The Adventure of the Cardboard Box
"If she wrote the note she was presumably the friend and confederate of Garcia. What, then, might she be expected to do if she heard of his death? If he met it in some nefarious enterprise her lips might be sealed. Still, in her heart, she must retain bitterness and hatred against those who had killed him and would presumably help so far as she could to have revenge upon them. Could we see her, then, and try to use her? That was my first thought. But now we come to a sinister fact. Miss Burnet has not been seen by any human eye since the night of the murder. From that evening she has utterly vanished. Is she alive? Has she perhaps met her end on the same night as the friend whom she had summoned? Or is she merely a prisoner? There is the point which we still have to decide.
"You will appreciate the difficulty of the situation, Watson. There is nothing upon which we can apply for a warrant. Our whole scheme might seem fantastic if laid before a magistrate. The woman's disappearance counts for nothing, since in that extraordinary household any member of it might be invisible for a week.

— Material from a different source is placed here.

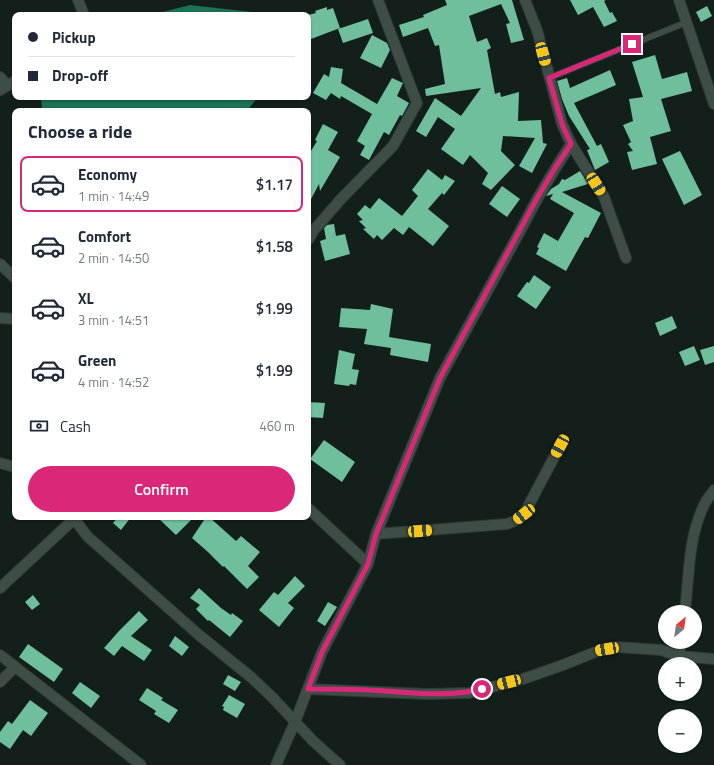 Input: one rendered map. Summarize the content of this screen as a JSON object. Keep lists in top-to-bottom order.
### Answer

And yet she may at the present moment be in danger of her life. All I can do is to watch the house and leave my agent, Warner, on guard at the gates. We can't let such a situation continue. If the law can do nothing we must take the risk ourselves."
"What do you suggest?"
"I know which is her room. It is accessible from the top of an outhouse. My suggestion is that you and I go tonight and see if we can strike at the very heart of the mystery."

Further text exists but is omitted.